▸ Your goal
Below are the records; work out how many lines among them contain "normal", and write nothing besides that number.

▸ Supplied material
● ● ●
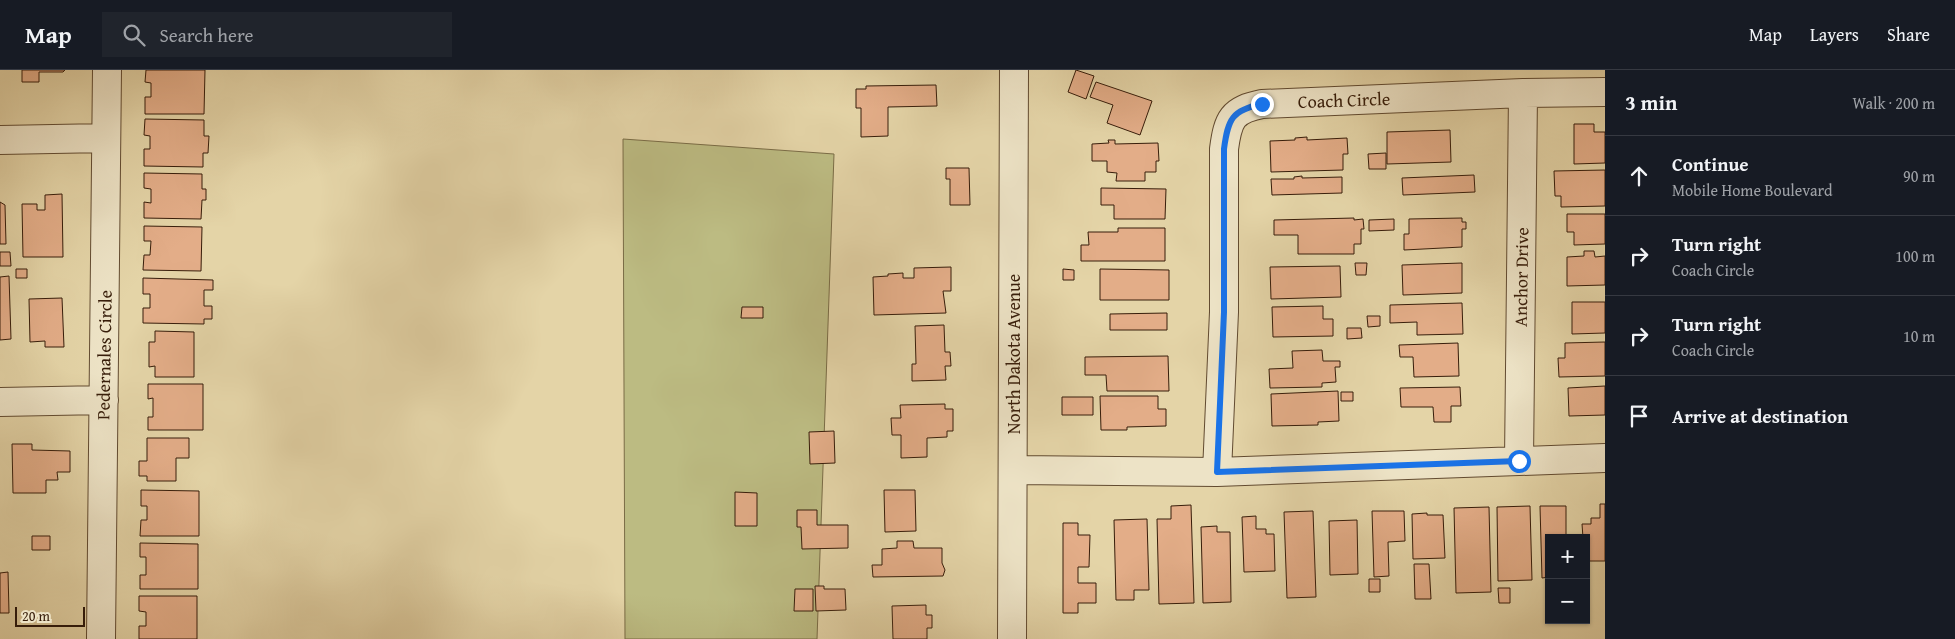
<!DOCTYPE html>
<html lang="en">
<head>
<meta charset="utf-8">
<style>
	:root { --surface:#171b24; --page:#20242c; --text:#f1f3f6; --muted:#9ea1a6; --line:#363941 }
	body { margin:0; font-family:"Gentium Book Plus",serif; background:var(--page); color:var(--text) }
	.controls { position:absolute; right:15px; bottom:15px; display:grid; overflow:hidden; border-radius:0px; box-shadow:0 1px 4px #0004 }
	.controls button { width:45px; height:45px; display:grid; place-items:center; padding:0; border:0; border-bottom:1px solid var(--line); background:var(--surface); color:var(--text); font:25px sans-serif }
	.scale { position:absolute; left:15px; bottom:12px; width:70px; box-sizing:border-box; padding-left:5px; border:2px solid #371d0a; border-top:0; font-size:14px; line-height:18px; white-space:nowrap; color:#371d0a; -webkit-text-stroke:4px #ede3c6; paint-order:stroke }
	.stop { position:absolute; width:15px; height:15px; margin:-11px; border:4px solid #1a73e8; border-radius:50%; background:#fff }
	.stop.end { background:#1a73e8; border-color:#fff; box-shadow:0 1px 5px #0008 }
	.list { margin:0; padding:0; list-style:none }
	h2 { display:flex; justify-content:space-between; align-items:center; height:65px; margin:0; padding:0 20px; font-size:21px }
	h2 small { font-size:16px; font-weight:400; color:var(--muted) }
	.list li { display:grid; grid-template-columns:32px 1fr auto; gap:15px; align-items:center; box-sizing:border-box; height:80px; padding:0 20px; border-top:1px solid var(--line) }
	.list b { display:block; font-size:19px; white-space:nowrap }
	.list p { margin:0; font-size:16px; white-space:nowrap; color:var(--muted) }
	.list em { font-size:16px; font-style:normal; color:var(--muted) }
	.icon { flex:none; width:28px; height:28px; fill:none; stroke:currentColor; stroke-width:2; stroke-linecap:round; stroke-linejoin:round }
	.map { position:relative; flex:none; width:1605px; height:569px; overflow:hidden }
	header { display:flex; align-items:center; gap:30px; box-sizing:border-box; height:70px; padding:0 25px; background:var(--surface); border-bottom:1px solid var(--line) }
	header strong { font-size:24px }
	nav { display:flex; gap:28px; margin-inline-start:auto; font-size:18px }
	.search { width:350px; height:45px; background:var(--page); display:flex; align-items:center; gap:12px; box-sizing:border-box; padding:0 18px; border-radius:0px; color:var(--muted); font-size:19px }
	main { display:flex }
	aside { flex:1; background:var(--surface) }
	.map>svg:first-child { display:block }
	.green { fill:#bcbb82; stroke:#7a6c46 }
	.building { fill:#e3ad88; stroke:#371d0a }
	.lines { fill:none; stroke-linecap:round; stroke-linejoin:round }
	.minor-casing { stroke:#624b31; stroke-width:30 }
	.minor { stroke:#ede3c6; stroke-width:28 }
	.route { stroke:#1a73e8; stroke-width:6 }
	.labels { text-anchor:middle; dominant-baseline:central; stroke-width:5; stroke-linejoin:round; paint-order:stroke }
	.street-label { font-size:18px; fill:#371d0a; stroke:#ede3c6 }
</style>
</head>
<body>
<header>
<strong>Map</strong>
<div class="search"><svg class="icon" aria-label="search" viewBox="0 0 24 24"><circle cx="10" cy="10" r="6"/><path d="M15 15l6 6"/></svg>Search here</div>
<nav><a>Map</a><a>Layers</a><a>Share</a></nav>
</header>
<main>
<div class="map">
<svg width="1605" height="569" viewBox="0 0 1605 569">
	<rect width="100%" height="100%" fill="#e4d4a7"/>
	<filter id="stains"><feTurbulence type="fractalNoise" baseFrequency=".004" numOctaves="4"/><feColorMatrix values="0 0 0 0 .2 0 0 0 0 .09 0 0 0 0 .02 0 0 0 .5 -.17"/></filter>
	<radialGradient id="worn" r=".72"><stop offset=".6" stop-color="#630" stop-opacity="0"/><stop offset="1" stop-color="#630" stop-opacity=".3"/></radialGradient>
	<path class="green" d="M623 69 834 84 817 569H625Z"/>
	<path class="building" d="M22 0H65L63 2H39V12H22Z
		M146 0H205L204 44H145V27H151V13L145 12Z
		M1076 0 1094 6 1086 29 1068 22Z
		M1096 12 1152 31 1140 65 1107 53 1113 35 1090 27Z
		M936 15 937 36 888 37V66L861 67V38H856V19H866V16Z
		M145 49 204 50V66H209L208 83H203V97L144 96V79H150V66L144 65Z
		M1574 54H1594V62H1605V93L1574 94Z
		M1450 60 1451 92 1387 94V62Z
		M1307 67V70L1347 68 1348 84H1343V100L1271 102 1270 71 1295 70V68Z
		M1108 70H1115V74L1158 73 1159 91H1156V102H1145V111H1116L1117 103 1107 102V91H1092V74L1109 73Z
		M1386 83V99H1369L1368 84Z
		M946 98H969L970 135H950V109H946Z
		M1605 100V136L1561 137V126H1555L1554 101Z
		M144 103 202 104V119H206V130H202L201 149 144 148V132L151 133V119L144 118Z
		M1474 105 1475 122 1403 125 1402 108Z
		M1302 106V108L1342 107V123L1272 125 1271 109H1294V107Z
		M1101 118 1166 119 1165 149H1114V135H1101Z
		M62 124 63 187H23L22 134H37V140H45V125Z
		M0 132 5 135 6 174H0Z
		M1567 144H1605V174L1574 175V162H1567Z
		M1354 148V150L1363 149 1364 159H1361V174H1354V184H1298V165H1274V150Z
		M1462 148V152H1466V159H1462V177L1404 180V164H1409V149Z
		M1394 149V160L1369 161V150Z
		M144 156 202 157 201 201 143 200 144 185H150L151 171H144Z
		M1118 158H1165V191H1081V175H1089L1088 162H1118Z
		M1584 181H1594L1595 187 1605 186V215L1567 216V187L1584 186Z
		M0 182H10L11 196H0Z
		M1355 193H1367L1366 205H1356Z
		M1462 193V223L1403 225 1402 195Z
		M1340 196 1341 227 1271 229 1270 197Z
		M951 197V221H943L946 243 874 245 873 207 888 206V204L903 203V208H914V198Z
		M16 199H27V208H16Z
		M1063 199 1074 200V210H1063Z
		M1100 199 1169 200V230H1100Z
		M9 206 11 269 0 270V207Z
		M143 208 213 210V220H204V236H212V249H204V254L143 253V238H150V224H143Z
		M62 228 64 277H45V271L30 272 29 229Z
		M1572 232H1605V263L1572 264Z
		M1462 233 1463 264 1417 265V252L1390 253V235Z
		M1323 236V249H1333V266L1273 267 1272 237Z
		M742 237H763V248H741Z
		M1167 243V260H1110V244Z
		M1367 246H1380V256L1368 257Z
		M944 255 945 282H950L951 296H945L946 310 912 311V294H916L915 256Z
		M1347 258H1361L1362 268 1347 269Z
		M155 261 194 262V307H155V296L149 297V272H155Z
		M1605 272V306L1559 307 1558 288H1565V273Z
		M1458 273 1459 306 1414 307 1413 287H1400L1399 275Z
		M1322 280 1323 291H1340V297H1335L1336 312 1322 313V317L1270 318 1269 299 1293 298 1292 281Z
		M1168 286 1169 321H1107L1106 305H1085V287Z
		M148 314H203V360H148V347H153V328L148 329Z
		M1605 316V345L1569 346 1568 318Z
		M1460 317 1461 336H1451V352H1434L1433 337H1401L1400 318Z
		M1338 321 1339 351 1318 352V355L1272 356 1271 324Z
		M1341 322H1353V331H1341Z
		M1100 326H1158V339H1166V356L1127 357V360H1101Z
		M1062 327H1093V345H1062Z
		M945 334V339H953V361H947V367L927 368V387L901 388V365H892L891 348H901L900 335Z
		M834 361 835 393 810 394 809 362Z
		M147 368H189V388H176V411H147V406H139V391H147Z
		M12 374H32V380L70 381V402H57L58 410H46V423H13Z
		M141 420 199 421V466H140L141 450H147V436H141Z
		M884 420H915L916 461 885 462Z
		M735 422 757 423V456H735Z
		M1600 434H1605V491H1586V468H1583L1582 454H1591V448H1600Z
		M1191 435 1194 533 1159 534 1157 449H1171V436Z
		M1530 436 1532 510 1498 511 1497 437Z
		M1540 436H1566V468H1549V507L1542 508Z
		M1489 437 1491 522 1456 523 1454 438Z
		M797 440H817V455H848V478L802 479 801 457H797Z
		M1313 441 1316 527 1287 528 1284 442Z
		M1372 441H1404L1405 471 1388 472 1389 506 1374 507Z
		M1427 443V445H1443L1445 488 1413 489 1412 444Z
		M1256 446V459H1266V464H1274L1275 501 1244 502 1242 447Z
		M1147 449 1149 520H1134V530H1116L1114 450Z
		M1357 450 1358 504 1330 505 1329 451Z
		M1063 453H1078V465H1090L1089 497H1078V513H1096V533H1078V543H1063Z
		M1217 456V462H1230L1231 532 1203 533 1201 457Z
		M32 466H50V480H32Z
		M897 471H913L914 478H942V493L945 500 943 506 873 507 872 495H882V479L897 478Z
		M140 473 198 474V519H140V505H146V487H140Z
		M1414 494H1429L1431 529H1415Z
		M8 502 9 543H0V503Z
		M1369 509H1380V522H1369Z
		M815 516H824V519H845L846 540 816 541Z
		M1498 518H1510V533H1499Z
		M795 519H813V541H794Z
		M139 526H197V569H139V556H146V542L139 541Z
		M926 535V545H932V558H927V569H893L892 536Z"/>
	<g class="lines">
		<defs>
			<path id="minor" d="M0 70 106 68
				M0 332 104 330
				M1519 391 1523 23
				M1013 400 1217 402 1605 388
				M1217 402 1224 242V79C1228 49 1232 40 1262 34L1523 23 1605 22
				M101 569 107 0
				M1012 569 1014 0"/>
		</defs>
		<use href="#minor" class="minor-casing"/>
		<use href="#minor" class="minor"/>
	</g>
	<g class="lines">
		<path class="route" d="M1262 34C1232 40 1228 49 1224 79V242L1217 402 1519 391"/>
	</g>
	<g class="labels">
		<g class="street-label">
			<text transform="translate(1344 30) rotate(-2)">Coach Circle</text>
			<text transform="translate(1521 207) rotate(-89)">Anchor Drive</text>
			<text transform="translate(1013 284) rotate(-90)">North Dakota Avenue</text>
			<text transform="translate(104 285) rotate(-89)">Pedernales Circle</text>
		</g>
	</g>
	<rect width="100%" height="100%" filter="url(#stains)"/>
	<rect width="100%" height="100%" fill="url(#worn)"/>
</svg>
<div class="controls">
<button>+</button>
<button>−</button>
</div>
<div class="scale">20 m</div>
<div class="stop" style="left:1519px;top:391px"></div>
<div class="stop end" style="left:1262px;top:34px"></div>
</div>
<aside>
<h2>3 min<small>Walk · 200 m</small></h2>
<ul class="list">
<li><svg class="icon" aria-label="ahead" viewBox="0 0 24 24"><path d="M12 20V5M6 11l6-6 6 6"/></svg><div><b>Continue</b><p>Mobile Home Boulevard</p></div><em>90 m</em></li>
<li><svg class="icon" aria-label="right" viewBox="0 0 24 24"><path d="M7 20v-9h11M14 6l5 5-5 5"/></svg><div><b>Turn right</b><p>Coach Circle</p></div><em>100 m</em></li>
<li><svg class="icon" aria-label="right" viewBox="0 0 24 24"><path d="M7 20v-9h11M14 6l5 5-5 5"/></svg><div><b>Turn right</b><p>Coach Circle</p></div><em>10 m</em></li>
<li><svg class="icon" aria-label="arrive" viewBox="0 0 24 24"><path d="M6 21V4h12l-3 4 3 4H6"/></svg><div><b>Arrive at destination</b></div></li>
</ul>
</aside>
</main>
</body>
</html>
● ● ●
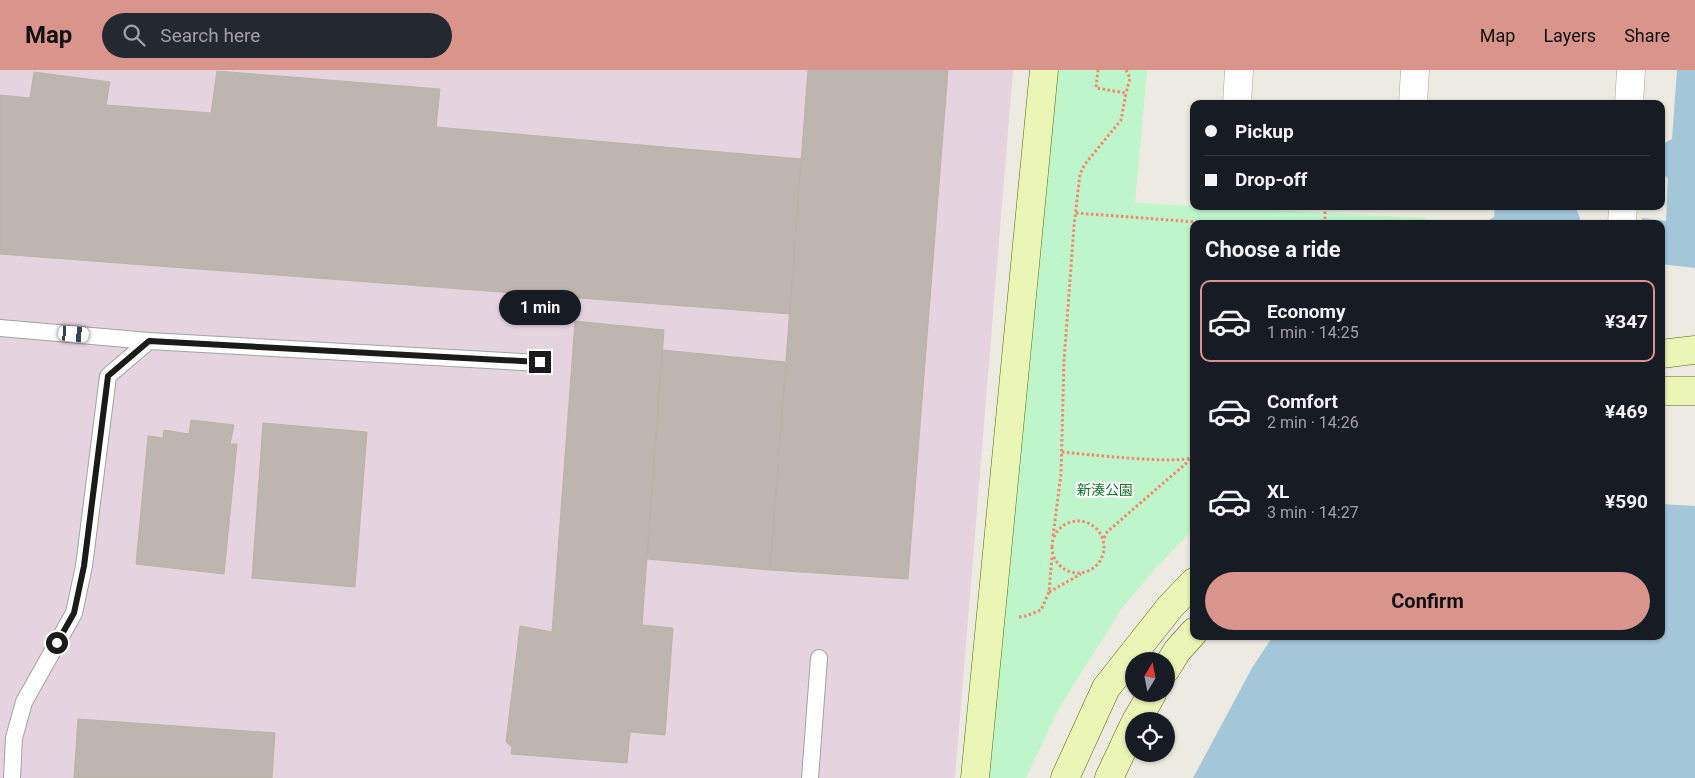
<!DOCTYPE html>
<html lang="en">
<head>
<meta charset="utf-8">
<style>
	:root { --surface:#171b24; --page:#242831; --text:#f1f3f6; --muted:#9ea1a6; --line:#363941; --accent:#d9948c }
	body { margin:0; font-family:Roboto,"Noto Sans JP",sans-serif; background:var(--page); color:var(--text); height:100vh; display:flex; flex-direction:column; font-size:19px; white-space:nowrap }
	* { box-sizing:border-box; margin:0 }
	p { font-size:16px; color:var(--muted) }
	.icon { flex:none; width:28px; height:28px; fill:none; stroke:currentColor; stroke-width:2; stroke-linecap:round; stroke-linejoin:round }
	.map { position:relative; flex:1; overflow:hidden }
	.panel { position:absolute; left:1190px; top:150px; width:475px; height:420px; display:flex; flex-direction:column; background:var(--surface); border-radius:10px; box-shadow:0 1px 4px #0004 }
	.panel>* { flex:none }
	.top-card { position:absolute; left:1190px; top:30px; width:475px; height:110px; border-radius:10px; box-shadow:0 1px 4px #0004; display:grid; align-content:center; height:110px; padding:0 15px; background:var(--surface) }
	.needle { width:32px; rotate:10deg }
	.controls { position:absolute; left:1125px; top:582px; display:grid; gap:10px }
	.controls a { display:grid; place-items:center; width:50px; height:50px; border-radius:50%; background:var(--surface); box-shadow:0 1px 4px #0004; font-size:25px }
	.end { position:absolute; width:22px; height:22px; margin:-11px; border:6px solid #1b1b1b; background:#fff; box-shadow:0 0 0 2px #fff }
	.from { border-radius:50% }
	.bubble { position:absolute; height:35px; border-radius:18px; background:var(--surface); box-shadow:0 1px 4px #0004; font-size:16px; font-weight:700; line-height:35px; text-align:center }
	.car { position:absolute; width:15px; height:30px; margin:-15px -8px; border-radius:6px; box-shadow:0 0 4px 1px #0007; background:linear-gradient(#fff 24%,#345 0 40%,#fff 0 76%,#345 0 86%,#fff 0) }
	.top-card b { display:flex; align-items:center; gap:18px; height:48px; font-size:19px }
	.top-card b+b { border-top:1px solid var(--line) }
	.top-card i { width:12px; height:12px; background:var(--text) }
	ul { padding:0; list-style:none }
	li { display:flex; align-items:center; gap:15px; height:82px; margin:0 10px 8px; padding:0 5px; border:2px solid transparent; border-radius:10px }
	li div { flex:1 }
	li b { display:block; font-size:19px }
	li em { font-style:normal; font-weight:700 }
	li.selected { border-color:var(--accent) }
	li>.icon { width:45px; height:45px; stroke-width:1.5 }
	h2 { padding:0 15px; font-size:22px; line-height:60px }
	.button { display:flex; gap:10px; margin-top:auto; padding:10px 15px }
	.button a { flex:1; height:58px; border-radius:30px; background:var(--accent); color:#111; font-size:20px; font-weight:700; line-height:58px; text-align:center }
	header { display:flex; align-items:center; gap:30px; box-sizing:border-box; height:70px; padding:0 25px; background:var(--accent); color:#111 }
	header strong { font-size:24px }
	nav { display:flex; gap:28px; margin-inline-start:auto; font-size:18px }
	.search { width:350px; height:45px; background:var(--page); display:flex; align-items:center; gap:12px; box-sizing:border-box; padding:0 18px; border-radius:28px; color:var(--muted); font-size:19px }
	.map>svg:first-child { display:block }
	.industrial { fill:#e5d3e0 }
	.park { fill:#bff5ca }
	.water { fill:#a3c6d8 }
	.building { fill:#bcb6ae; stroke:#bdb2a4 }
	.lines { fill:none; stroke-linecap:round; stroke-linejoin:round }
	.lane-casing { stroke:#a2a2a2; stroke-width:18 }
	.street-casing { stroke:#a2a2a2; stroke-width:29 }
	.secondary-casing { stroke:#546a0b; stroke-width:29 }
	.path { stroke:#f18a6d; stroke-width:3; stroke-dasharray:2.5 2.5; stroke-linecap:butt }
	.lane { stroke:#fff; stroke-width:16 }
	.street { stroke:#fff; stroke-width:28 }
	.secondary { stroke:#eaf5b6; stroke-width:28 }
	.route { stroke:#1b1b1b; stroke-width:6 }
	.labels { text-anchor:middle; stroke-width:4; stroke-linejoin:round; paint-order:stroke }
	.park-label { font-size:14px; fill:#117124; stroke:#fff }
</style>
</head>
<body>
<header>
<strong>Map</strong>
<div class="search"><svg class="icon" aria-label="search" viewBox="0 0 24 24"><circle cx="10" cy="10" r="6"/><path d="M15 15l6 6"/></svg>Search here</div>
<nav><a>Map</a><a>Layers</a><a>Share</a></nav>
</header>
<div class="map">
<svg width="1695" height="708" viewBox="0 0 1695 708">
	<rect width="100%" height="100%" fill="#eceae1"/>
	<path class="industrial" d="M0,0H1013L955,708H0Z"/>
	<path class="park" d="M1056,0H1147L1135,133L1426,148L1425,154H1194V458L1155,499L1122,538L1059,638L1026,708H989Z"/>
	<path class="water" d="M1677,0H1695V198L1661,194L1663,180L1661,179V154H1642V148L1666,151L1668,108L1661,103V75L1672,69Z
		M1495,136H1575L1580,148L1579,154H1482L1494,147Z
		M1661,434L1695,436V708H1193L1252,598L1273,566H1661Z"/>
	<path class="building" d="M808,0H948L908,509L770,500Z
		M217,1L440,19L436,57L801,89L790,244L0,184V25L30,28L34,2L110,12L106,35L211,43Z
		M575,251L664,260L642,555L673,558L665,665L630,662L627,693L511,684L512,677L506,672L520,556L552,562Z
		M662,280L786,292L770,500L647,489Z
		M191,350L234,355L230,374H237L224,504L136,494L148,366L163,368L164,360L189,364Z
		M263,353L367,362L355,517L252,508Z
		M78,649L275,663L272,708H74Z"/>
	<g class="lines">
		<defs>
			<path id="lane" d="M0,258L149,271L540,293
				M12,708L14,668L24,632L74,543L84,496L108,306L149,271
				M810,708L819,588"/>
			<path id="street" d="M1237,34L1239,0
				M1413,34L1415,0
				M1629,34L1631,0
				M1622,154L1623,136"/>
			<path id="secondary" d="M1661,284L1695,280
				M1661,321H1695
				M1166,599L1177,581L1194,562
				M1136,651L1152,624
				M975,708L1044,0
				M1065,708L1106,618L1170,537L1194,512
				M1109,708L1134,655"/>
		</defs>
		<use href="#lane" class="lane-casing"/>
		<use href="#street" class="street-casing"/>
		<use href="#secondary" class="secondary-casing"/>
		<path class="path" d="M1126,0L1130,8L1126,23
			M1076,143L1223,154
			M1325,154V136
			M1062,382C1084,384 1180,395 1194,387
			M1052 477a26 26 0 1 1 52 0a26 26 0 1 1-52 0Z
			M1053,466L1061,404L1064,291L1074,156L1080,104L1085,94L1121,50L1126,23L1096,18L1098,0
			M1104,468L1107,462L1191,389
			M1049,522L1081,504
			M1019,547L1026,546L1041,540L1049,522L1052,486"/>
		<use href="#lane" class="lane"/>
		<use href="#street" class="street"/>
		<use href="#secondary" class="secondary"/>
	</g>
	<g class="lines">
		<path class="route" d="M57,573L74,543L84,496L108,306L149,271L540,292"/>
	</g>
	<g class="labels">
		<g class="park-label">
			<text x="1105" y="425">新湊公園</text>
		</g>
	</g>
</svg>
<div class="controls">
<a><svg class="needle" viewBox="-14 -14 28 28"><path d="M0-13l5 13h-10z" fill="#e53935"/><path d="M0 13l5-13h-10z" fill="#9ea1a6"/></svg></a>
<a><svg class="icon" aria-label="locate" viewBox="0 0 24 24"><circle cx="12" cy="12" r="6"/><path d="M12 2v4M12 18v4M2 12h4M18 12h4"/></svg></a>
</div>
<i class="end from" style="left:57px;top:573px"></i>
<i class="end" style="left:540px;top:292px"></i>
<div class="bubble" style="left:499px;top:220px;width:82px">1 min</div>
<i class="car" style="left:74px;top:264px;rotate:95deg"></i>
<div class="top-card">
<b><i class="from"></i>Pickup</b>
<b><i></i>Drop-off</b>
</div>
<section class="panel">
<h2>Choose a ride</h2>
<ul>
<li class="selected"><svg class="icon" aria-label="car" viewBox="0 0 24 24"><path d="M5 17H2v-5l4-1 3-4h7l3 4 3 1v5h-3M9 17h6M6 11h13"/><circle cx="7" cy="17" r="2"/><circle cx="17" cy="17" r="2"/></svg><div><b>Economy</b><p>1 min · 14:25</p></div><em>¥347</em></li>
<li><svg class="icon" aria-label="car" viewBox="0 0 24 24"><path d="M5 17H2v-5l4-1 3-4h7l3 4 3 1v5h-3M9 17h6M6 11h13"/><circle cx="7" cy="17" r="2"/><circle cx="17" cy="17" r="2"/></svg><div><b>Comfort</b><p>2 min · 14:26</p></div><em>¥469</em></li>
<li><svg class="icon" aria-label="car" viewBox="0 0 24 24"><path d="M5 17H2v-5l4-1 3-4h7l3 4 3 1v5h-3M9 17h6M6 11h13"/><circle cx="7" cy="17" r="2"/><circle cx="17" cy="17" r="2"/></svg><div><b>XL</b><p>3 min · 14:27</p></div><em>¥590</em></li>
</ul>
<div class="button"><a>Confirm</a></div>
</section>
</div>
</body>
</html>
● ● ●
▸ Problem solution
2